**WHAT YOU WILL DO:** Among the entries below, find each line with "stream" and show it.
- - - -
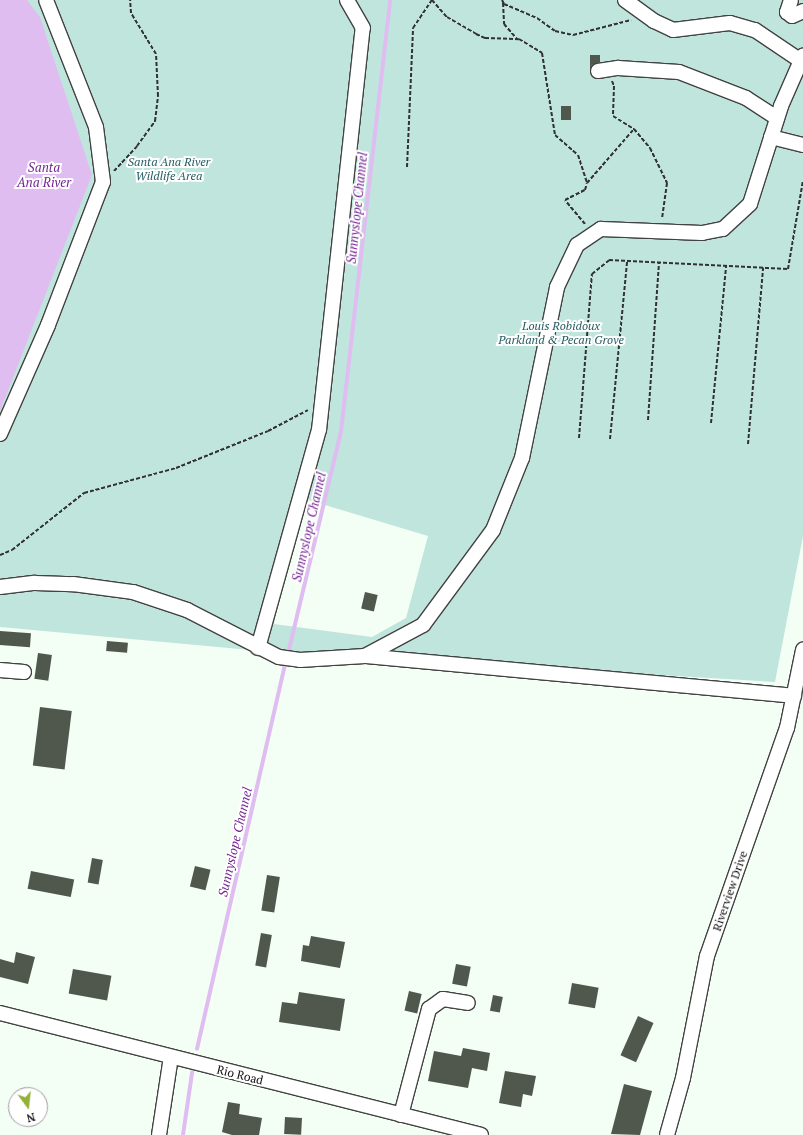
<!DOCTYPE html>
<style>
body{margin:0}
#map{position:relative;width:803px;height:1135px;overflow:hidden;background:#f3fef4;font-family:"PT Serif",serif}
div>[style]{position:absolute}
.green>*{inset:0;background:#c0e5dd}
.water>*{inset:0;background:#dfbdf0}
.stream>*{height:3.5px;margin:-1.75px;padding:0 1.75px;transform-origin:1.75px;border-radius:1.75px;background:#dfbdf0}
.building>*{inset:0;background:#50574d;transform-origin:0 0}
.path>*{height:2px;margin-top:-1px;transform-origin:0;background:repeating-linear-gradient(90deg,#313131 0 4px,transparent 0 6px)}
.roads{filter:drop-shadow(1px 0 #424242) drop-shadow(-1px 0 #424242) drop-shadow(0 1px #424242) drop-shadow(0 -1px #424242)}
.minor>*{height:14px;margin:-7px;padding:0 7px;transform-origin:7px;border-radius:7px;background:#fff}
span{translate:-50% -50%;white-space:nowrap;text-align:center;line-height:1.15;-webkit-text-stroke:4px #fff;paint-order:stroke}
.park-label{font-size:12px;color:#265c61;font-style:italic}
.street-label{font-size:12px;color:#0f0f0f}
.water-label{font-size:13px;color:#762694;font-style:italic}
.north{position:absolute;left:8px;top:1087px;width:40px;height:40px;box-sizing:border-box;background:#fff;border:1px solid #9f9f9f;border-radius:50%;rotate:165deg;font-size:11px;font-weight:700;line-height:16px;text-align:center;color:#0f0f0f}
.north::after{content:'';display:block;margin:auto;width:14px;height:18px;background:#93b037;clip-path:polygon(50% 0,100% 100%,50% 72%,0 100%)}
</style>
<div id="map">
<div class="green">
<i style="clip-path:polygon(evenodd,0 0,803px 0,803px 536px,775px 682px,271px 652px,0 627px,0 0,295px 496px,428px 536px,406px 618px,372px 637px,274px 624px,295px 496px)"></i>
</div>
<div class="water">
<i style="clip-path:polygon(0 0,27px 0,40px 17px,92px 175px,0 411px)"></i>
</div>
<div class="stream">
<i style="left:288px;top:654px;width:228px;rotate:-76.6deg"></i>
<i style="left:341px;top:432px;width:435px;rotate:-83.5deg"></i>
<i style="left:197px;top:1049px;width:399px;rotate:-77.1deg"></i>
<i style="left:183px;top:1135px;width:63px;rotate:-81.7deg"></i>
</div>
<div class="building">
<i style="clip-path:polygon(590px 55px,600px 55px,600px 62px,592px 65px,590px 70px)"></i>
<i style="left:561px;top:106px;width:10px;height:14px"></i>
<i style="left:365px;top:592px;width:13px;height:17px;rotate:13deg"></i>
<i style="left:0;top:631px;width:31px;height:14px;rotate:4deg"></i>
<i style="left:107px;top:641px;width:21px;height:10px;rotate:5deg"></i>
<i style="left:38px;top:653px;width:14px;height:26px;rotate:8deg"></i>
<i style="left:40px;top:707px;width:32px;height:59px;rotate:7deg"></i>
<i style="left:92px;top:858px;width:11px;height:25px;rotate:10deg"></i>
<i style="left:195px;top:866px;width:16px;height:21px;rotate:14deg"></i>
<i style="left:31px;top:871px;width:44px;height:18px;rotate:11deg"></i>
<i style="left:267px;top:875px;width:13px;height:36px;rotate:9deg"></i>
<i style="left:261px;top:933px;width:11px;height:33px;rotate:10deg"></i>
<i style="clip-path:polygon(311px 936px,345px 942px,340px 968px,301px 961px,303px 945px,309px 946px)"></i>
<i style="clip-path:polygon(16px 952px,35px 957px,28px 984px,0 977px,0 959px,14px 963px)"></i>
<i style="left:456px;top:964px;width:15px;height:20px;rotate:11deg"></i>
<i style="left:73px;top:969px;width:39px;height:25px;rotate:10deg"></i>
<i style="left:572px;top:983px;width:27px;height:21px;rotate:10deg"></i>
<i style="left:409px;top:991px;width:13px;height:20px;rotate:13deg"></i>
<i style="clip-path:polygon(299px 992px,345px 999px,340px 1031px,279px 1022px,282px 1002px,297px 1004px)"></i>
<i style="left:493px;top:995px;width:10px;height:16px;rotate:11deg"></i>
<i style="left:638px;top:1016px;width:17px;height:43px;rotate:24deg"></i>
<i style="clip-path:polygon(463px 1048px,490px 1053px,487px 1071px,472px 1068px,468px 1088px,428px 1081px,434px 1051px,461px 1056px)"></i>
<i style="clip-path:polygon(505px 1071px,536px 1076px,532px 1096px,523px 1094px,521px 1107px,499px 1103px)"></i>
<i style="clip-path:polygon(624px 1084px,652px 1091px,640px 1135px,611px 1134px)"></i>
<i style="clip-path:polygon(228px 1102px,240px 1104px,239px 1114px,262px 1118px,259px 1135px,232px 1135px,222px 1132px)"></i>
<i style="left:285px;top:1117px;width:17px;height:17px;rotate:3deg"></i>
</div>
<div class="path">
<i style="left:432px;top:0;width:23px;rotate:49deg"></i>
<i style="left:447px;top:17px;width:34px;rotate:30deg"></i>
<i style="left:476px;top:34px;width:10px;rotate:24deg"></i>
<i style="left:485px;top:38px;width:34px;rotate:2deg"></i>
<i style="left:519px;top:39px;width:27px;rotate:31deg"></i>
<i style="left:542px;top:53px;width:83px;rotate:81deg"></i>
<i style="left:555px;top:135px;width:30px;rotate:41deg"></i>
<i style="left:578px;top:155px;width:29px;rotate:72deg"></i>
<i style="left:502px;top:0;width:4px;rotate:63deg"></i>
<i style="left:504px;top:4px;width:36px;rotate:23deg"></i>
<i style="left:537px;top:18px;width:22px;rotate:36deg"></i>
<i style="left:555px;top:31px;width:18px;rotate:13deg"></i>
<i style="left:573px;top:35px;width:60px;rotate:-14.5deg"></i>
<i style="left:503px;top:3px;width:21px;rotate:87deg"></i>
<i style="left:504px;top:24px;width:20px;rotate:49deg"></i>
<i style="left:612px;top:81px;width:5px;rotate:68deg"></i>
<i style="left:614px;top:86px;width:30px;rotate:92deg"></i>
<i style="left:613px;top:116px;width:25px;rotate:32deg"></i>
<i style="left:634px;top:129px;width:25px;rotate:50deg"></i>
<i style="left:650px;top:148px;width:39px;rotate:64deg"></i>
<i style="left:667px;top:183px;width:35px;rotate:98deg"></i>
<i style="left:407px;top:167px;width:139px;rotate:-87.5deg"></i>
<i style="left:413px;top:28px;width:34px;rotate:-56deg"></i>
<i style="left:114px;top:171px;width:34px;rotate:-47deg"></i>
<i style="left:137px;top:146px;width:31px;rotate:-54deg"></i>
<i style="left:155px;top:121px;width:25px;rotate:-83deg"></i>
<i style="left:158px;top:96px;width:42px;rotate:-92.7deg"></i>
<i style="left:156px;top:54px;width:48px;rotate:-121.4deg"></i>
<i style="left:131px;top:13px;width:13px;rotate:-94deg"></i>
<i style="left:585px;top:224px;width:31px;rotate:-130deg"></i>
<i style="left:565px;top:200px;width:22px;rotate:-27deg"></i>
<i style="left:585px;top:190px;width:7px;rotate:-74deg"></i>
<i style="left:587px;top:183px;width:72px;rotate:-49deg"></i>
<i style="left:648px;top:420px;width:158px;rotate:-86deg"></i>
<i style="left:711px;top:423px;width:158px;rotate:-84.5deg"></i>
<i style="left:579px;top:438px;width:165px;rotate:-85.5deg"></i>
<i style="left:592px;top:274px;width:22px;rotate:-39deg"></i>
<i style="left:609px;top:260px;width:179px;rotate:2.9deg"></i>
<i style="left:788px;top:269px;width:90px;rotate:-80.4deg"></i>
<i style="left:610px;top:439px;width:179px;rotate:-84.5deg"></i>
<i style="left:748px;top:444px;width:177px;rotate:-85.1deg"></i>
<i style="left:0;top:555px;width:13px;rotate:-23deg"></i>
<i style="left:12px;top:550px;width:92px;rotate:-38.4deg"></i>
<i style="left:84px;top:493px;width:95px;rotate:-15.2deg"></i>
<i style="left:176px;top:468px;width:99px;rotate:-21.9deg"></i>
<i style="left:268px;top:431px;width:45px;rotate:-27.7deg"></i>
</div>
<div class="roads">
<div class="minor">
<i style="left:625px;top:0;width:36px;rotate:36deg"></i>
<i style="left:654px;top:21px;width:21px;rotate:25deg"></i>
<i style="left:673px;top:30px;width:57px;rotate:-7deg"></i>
<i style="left:730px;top:23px;width:26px;rotate:16deg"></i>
<i style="left:755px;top:30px;width:55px;rotate:34deg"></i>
<i style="left:791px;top:0;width:13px;rotate:108deg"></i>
<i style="left:787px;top:12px;width:6px;rotate:39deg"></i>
<i style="left:792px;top:16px;width:12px;rotate:-24deg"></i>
<i style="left:598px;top:71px;width:20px;rotate:-9deg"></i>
<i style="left:618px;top:68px;width:61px;rotate:3.8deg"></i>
<i style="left:679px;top:72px;width:72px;rotate:21.2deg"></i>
<i style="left:746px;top:98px;width:37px;rotate:33deg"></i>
<i style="left:771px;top:137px;width:33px;rotate:14deg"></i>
<i style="left:0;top:434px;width:119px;rotate:-66.2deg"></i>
<i style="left:48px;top:325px;width:153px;rotate:-69deg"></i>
<i style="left:103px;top:182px;width:55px;rotate:-97.3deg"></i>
<i style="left:96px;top:127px;width:136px;rotate:-111.5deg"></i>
<i style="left:0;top:587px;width:35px;rotate:-7deg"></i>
<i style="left:35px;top:583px;width:38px;rotate:2deg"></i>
<i style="left:73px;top:584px;width:61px;rotate:7.6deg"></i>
<i style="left:133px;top:592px;width:57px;rotate:18.4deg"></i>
<i style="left:187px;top:610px;width:103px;rotate:27.1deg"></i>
<i style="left:279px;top:657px;width:21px;rotate:8deg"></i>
<i style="left:300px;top:660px;width:65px;rotate:-3.5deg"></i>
<i style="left:365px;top:656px;width:66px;rotate:-28.1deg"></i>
<i style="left:423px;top:625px;width:118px;rotate:-53.6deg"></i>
<i style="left:493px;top:530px;width:78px;rotate:-68.1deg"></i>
<i style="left:522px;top:458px;width:175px;rotate:-78.4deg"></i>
<i style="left:557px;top:287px;width:47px;rotate:-64.5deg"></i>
<i style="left:577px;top:245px;width:29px;rotate:-34deg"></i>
<i style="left:601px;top:229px;width:101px;rotate:2.3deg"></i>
<i style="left:702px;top:233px;width:21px;rotate:-11deg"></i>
<i style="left:723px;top:229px;width:37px;rotate:-43deg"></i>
<i style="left:750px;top:204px;width:103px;rotate:-72.4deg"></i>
<i style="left:781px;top:106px;width:55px;rotate:-66.3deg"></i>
<i style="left:258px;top:648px;width:226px;rotate:-74.4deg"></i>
<i style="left:319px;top:430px;width:404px;rotate:-83.8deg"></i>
<i style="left:363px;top:28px;width:32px;rotate:-120deg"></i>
<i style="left:365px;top:656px;width:431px;rotate:5.3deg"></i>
<i style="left:0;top:670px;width:24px;rotate:5deg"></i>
<i style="left:0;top:1013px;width:496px;rotate:14.2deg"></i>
<i style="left:401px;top:1115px;width:110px;rotate:-75.2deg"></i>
<i style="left:429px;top:1009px;width:17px;rotate:-36deg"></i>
<i style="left:443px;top:999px;width:25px;rotate:9deg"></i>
<i style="left:159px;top:1135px;width:79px;rotate:-81.3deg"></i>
<i style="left:667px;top:1135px;width:59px;rotate:-74.3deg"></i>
<i style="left:683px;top:1078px;width:124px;rotate:-78.9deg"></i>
<i style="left:707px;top:956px;width:242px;rotate:-70.7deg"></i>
<i style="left:787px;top:728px;width:80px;rotate:-78.4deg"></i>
</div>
</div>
<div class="park-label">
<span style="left:169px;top:169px">Santa Ana River<br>Wildlife Area</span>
<span style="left:561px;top:333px">Louis Robidoux<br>Parkland &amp; Pecan Grove</span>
</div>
<div class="street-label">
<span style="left:730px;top:891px;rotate:-71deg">Riverview Drive</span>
<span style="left:240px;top:1075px;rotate:14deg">Rio Road</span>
</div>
<div class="water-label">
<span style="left:44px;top:175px">Santa<br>Ana River</span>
<span style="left:357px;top:208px;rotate:-84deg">Sunnyslope Channel</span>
<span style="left:309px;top:527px;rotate:-77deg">Sunnyslope Channel</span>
<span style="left:235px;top:842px;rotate:-77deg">Sunnyslope Channel</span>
</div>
<div class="north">N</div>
</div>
- - - -
**ANSWER TO THIS EXERCISE:**
.stream>*{height:3.5px;margin:-1.75px;padding:0 1.75px;transform-origin:1.75px;border-radius:1.75px;background:#dfbdf0}
<div class="stream">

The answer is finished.